Utilizing first-principles calculations, we have systematically investigated the structural stabilities and electronic properties of XYBe₃ (XY = BN, AlN, SiC, and GeC) nanosheets, which are isoelectronic analogues to the recently proposed Be₃C₂ nanosheet [B. Wang, et al., Nanoscale, 2017, 9, 5577]. These XYBe₃ nanosheets have flat honeycomb lattice like graphene and can be viewed as amplified XY nanostructures with Be intercalation. Akin to their XY counterparts, the XYBe₃ nanosheets also possess robust dynamical and thermal stabilities. All the four XYBe₃ systems are nonmagnetic semiconductors, where the BNBe₃ and AlNBe₃ nanosheets have indirect band gaps while the SiCBe₃ and GeCBe₃ nanosheets have direct ones.

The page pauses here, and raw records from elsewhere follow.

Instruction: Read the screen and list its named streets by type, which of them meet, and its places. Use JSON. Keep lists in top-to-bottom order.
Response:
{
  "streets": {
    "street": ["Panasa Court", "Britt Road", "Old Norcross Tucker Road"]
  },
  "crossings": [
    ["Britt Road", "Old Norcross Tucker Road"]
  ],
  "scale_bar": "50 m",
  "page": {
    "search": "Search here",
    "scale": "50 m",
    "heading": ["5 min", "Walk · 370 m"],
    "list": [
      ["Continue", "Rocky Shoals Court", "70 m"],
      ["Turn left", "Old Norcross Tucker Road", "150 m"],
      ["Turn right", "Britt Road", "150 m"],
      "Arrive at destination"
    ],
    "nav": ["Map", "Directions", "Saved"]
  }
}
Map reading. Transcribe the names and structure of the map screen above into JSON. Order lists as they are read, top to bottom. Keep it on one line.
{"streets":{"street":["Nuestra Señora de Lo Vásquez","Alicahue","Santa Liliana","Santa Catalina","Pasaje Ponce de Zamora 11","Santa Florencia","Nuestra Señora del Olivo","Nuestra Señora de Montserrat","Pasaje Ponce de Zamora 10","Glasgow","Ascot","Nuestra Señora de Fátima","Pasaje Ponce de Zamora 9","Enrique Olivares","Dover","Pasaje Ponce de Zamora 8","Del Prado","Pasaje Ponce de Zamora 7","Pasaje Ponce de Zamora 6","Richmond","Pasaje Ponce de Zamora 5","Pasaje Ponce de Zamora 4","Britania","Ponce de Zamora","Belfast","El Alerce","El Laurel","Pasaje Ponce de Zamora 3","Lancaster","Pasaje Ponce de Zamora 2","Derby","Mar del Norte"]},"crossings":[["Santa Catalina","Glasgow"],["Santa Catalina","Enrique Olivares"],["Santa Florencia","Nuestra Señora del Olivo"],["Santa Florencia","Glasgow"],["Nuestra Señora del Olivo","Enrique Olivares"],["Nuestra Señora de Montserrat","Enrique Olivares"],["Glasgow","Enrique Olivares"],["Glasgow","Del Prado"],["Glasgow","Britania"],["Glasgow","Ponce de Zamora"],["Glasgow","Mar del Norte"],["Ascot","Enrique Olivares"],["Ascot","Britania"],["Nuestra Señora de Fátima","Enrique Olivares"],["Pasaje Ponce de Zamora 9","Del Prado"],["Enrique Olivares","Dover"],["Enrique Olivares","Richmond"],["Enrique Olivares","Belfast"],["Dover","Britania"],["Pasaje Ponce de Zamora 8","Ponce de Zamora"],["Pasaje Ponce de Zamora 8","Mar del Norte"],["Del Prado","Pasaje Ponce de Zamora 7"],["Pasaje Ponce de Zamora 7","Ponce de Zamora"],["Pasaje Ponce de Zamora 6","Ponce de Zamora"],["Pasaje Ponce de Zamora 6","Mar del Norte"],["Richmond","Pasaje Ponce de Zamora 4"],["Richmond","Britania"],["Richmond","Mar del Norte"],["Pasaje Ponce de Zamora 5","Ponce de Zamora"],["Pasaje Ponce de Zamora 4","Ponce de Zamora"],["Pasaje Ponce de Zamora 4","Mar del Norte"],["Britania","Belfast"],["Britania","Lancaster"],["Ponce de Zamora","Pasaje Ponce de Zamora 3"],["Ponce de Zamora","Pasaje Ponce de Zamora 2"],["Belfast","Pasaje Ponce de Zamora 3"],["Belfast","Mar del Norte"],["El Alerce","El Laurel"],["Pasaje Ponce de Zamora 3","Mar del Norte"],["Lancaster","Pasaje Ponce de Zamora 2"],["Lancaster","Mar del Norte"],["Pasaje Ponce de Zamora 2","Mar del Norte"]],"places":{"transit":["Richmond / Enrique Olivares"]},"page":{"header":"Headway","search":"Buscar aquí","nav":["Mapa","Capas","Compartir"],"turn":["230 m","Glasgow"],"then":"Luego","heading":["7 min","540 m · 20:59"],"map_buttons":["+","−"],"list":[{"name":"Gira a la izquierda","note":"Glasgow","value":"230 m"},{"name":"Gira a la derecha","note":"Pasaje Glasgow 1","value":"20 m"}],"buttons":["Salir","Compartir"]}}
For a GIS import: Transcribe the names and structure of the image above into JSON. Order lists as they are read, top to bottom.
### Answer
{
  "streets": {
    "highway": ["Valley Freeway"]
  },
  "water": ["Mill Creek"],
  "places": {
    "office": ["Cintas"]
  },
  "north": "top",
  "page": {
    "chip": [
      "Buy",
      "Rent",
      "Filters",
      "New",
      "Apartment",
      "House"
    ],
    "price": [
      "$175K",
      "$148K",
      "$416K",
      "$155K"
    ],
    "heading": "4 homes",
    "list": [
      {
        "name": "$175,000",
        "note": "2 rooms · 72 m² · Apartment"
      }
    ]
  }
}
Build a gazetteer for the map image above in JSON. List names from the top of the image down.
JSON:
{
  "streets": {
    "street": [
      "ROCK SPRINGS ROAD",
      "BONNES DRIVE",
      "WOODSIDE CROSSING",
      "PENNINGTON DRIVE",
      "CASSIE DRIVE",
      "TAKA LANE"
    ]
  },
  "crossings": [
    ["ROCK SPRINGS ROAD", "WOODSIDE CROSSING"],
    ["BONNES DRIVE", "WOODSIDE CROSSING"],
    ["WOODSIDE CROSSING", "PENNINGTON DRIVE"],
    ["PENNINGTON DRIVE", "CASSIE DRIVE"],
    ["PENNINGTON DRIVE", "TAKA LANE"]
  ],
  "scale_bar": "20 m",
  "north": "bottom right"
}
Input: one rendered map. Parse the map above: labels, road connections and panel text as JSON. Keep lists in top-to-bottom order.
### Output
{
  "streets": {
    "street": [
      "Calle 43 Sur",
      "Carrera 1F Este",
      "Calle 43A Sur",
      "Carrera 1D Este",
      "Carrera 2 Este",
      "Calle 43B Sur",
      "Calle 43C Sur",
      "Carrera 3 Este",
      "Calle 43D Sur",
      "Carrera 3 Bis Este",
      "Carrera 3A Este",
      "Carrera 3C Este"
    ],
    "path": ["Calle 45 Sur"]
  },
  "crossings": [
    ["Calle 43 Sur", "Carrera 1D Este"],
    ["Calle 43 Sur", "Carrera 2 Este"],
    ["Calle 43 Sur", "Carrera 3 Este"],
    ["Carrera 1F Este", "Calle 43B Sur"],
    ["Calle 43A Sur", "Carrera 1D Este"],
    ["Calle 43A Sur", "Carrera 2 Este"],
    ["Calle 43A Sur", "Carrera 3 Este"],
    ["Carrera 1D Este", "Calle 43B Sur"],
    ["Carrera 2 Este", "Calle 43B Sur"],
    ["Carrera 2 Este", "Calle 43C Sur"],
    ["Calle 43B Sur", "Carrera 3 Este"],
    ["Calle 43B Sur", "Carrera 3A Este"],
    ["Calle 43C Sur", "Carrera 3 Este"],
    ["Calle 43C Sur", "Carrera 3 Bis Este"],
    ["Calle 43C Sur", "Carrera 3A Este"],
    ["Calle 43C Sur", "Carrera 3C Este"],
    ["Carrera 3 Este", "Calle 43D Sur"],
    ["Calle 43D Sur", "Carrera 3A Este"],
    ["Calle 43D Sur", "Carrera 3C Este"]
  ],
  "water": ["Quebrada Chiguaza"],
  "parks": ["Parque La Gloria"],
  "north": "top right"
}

Due to the elongated lattice by Be intercalation, the band gaps of the XYBe₃ nanosheets are pronouncedly reduced compared to the pristine XY ones. Furthermore, their bands around the Fermi level are flat with small dispersions, thus inducing noticeable van Hove singularities near the band edges. As a result, either hole or electron doping can induce Stoner ferromagnetism in the XYBe₃ nanosheets, which exhibit great energetic stabilities for the carrier-induced magnetism. More interestingly, the injected carriers can be fully spin-polarized and bring a half-metallic behavior into the XYBe₃ nanosheets, where an intriguing bipolar spin-polarization phenomenon will be present. Our study demonstrates that these XYBe₃ nanosheets possess peculiar electronic and magnetic properties, which will be promising nanomaterials for nano-electric and spintronic applications.